F5 Merges WAN and Web Acceleration in One Box

With new software, one BIG-IP box could replace as many as five others, says F5

Application delivery specialist F5 Networks is readying a software update for its BIG-IP application delivery controllers which will add features such as WAN optimisation, network virtualisation and inline monitoring.

Due for release next week, the new BIG-IPv10 software includes a function called iSessions which creates an encrypted and compressed link between two F5 devices, said product management director Jason Needham.

He said this will make BIG-IP the first device to offer both asymmetric application acceleration and symmetric WAN acceleration, and will let F5 users set up network tunnels between their data centres for tasks such as site-to-site replication.

Application delivery controllers (ADCs) are typically deployed in the data-centre ‘single-ended’, and use techniques such as caching, compression, connection management and protocol optimisation to provide faster access to web applications.

WAN optimisers use similar techniques, but are deployed in pairs at each end of a connection to speed up remote access to applications, files and services; F5 currently offers this technology as its WANJet product line.

“The backdrop is that the market is moving from static to dynamic infrastructures, with virtualisation, adaptive data-centres, cloud computing and so on,” Needham said. He added that an open and dynamic infrastructure not only needs ADCs to serve remote users, it also needs links between data centres to move the load around.

“Traditional application accelerators don’t have the security or scale – no core load balancer has any form of connected delivery,” he claimed. He added that by also providing other features such as web application firewalling, load balancing and local traffic management, a pair of BIG-IP boxes could potentially replace as many as ten separate devices.

Other new features in BIG-IPv10 include the ability to partition one physical device into several virtual ones. Needham said this is aimed at service and hosting providers, as it enables one device to support multiple customers.

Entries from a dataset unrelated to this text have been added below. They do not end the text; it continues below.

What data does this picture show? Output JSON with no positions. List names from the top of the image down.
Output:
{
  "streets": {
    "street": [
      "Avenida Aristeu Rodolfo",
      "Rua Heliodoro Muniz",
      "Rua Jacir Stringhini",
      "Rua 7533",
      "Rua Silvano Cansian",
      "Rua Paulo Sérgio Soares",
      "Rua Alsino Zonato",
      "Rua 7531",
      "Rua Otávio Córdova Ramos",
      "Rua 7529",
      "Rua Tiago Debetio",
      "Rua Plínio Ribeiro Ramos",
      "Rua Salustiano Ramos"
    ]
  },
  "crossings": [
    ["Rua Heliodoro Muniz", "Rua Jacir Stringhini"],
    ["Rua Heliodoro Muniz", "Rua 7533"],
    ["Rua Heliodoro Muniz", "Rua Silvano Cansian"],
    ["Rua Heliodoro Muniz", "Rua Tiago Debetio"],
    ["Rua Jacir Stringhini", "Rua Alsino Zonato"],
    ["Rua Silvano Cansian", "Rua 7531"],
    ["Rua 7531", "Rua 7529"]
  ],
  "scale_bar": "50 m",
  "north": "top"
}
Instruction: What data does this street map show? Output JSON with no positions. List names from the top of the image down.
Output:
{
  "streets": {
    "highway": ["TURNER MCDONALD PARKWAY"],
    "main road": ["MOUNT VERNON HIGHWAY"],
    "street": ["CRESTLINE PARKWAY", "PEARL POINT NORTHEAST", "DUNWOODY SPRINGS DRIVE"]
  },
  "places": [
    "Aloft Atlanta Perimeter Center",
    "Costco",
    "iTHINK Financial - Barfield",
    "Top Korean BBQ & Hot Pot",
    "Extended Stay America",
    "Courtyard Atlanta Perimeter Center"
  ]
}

“There’s also a big focus on manageability and visibility – we’re talking about much faster deployment,” he added. “There’s a new graphical interface, a new command line interface, a whole new dashboard system, and the notion of application templates.”

The latter include all the policies and specific optimisation needed to scale, accelerate and secure popular applications such as Siebel, Microsoft SharePoint or VMware View, he said.

Needham said that the BIG-IPv10 software, including application templates, will be free to customers under maintenance. It should run on both F5’s current systems and its previous generation hardware, dating back as far as 2004, he said.